- **Goal of the exercise**:
From the line that has "Draw a box around all" down to the last line of the data below, set down every line exactly, but none of the pictures.

- **Provided information**:
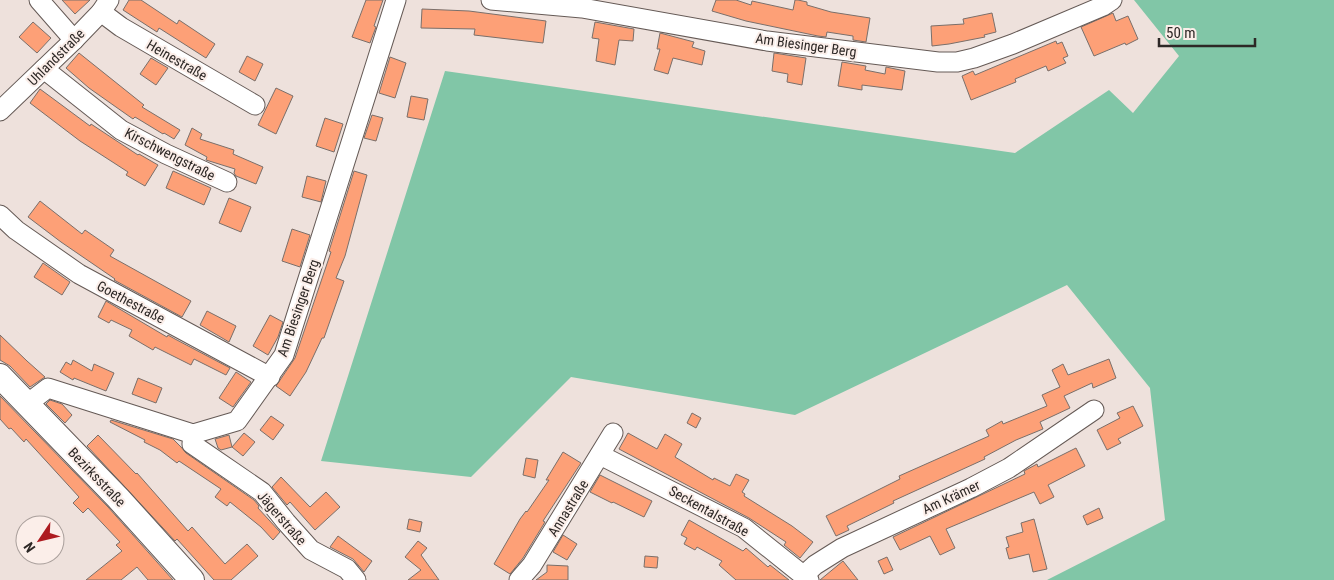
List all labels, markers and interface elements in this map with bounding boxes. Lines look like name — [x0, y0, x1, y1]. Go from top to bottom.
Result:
scale bar — [1159, 15, 1255, 47]
text: 50 m — [1166, 24, 1196, 42]
street label: Uhlandstraße — [24, 25, 88, 89]
street label: Am Biesinger Berg — [754, 30, 858, 60]
street label: Heinestraße — [144, 36, 210, 84]
street label: Kirschwengstraße — [122, 124, 218, 184]
street label: Am Biesinger Berg — [274, 257, 322, 359]
street label: Goethestraße — [94, 277, 168, 327]
street label: Bezirksstraße — [65, 444, 129, 510]
street label: Annastraße — [544, 476, 592, 539]
street label: Am Krämer — [920, 477, 982, 517]
street label: Seckentalstraße — [666, 482, 752, 540]
street label: Jägerstraße — [254, 488, 310, 549]
north arrow — [15, 515, 65, 565]
text: N — [20, 539, 38, 556]

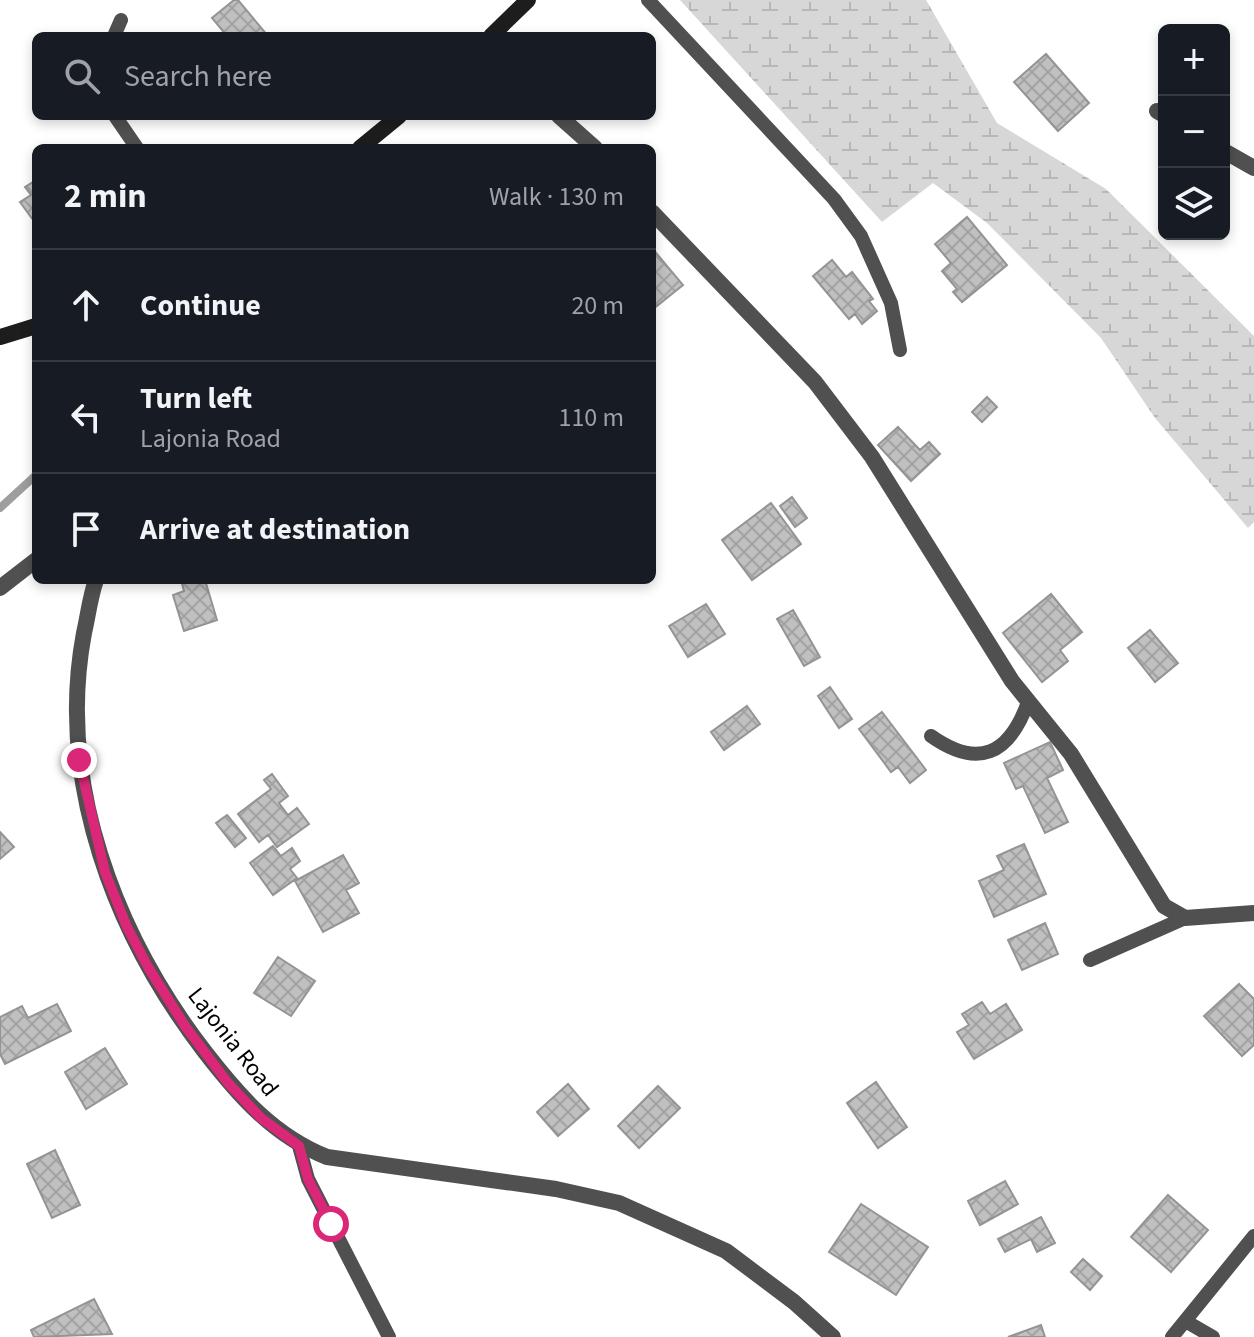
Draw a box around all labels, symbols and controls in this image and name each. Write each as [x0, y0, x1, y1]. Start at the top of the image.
map controls [1158, 24, 1230, 240]
button: + [1158, 24, 1230, 96]
search box [32, 32, 656, 120]
icon: search [60, 54, 104, 98]
text: Search here [124, 55, 272, 98]
button: − [1158, 96, 1230, 168]
button: layers [1158, 168, 1230, 240]
text: 2 min [64, 172, 147, 221]
text: Walk · 130 m [489, 178, 624, 215]
icon: ahead [64, 283, 108, 327]
text: Continue [140, 284, 261, 327]
text: 20 m [571, 287, 624, 324]
text: Turn left [140, 377, 252, 420]
icon: left [64, 395, 108, 439]
text: 110 m [558, 399, 624, 436]
text: Lajonia Road [140, 420, 281, 457]
icon: arrive [64, 507, 108, 551]
text: Arrive at destination [140, 508, 410, 551]
route end [61, 742, 97, 778]
street label: Lajonia Road [179, 980, 287, 1104]
route start [313, 1206, 349, 1242]

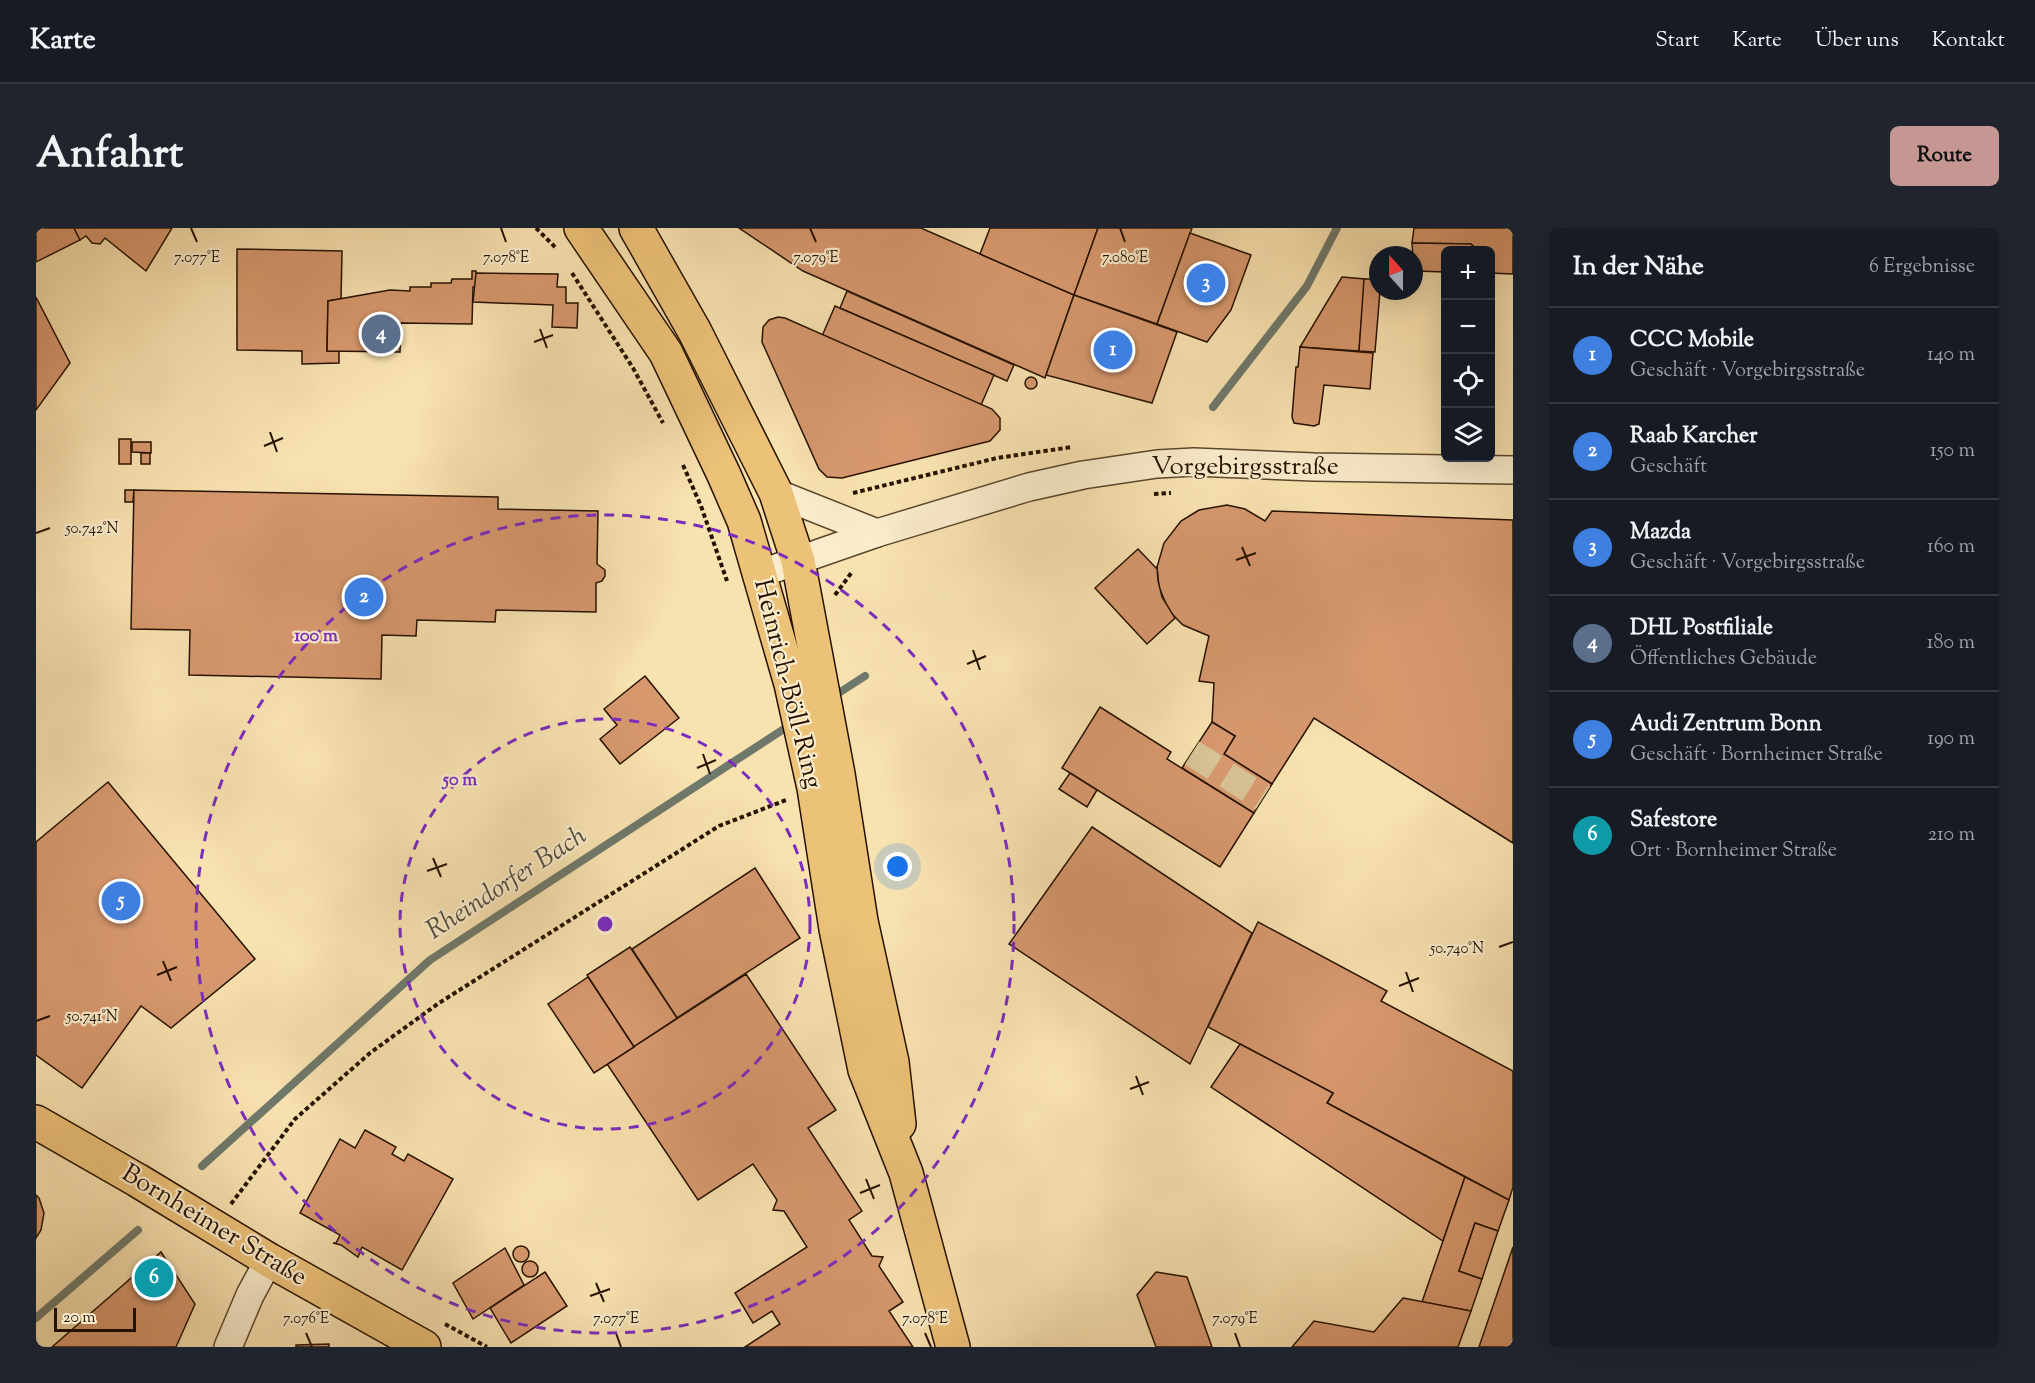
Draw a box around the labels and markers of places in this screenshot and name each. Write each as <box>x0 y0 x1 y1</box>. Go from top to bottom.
pin: 3 <box>1186 260 1226 306</box>
pin: 4 <box>362 312 400 356</box>
pin: 1 <box>1094 328 1132 372</box>
pin: 2 <box>344 574 384 620</box>
pin: 5 <box>102 878 140 924</box>
centre of rings <box>595 914 615 934</box>
pin: 6 <box>134 1256 174 1300</box>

- **Exercise result**:
Draw a box around all labels, symbols and controls in this image and name each. Write each as [x0, y0, x1, y1]. Start at the top of the image.
map controls [1158, 24, 1230, 240]
button: + [1158, 24, 1230, 96]
search box [32, 32, 656, 120]
icon: search [60, 54, 104, 98]
text: Search here [124, 55, 272, 98]
button: − [1158, 96, 1230, 168]
button: layers [1158, 168, 1230, 240]
text: 2 min [64, 172, 147, 221]
text: Walk · 130 m [489, 178, 624, 215]
icon: ahead [64, 283, 108, 327]
text: Continue [140, 284, 261, 327]
text: 20 m [571, 287, 624, 324]
text: Turn left [140, 377, 252, 420]
icon: left [64, 395, 108, 439]
text: 110 m [558, 399, 624, 436]
text: Lajonia Road [140, 420, 281, 457]
icon: arrive [64, 507, 108, 551]
text: Arrive at destination [140, 508, 410, 551]
route end [61, 742, 97, 778]
street label: Lajonia Road [179, 980, 287, 1104]
route start [313, 1206, 349, 1242]

Draw a box around the labels and markers of places in this screenshot and name each. Write each as <box>x0 y0 x1 y1</box>. Go from top to bottom.
pin: 3 <box>1186 260 1226 306</box>
pin: 4 <box>362 312 400 356</box>
pin: 1 <box>1094 328 1132 372</box>
pin: 2 <box>344 574 384 620</box>
pin: 5 <box>102 878 140 924</box>
centre of rings <box>595 914 615 934</box>
pin: 6 <box>134 1256 174 1300</box>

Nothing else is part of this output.